# INFORMATION SHOWN
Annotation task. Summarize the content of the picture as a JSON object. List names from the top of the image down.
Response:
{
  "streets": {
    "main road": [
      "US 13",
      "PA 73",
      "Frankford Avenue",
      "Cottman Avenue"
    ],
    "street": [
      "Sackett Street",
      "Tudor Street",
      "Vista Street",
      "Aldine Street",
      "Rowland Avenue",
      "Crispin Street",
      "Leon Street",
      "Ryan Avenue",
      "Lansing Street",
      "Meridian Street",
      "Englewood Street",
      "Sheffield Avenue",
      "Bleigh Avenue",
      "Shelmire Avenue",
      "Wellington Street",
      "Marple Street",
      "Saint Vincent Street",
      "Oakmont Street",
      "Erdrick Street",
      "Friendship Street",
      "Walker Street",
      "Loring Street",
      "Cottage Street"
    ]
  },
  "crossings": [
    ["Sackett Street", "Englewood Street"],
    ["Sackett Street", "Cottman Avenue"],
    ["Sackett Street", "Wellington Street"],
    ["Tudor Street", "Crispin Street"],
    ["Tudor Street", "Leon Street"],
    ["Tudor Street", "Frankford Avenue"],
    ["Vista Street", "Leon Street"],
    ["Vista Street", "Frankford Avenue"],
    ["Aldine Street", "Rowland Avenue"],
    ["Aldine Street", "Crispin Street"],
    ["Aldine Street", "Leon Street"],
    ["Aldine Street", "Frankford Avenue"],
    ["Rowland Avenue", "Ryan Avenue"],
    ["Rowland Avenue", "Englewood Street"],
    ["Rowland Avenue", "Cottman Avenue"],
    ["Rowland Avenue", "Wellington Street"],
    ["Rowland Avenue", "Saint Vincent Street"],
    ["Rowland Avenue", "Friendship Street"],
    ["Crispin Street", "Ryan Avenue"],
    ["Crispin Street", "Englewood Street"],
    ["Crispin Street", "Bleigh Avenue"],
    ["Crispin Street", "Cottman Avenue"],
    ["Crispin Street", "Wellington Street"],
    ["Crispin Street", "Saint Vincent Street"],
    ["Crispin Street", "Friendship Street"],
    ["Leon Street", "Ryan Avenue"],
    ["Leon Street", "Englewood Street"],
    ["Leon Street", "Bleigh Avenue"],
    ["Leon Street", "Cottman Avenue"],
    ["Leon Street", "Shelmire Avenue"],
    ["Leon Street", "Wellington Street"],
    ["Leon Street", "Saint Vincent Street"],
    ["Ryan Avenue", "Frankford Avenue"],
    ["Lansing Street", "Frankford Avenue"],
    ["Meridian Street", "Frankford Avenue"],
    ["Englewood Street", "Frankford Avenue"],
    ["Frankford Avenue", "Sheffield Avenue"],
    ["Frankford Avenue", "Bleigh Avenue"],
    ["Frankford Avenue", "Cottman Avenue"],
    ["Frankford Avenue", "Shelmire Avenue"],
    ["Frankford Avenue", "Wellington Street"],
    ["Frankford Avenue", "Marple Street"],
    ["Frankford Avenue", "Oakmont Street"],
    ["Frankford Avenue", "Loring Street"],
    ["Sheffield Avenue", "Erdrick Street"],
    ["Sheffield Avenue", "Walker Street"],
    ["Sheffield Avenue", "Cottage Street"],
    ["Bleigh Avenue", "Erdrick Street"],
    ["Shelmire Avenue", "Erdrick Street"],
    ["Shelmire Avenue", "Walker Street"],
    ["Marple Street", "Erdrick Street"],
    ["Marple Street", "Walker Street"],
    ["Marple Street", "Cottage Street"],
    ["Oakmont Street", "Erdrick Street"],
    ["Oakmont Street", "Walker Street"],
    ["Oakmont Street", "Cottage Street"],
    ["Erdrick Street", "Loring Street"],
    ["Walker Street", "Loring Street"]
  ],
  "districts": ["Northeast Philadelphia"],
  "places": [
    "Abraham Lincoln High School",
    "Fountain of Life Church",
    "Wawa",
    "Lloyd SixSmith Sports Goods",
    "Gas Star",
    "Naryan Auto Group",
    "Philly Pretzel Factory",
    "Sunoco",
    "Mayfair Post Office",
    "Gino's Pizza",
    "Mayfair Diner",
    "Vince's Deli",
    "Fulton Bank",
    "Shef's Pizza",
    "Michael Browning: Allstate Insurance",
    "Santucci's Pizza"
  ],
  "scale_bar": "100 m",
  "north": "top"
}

# PROBLEM REQUIREMENTS
Lines of the listing above that contain the word "Oakmont" must all be copied.

# YOUR RESPONSE
      "Oakmont Street",
    ["Frankford Avenue", "Oakmont Street"],
    ["Oakmont Street", "Erdrick Street"],
    ["Oakmont Street", "Walker Street"],
    ["Oakmont Street", "Cottage Street"],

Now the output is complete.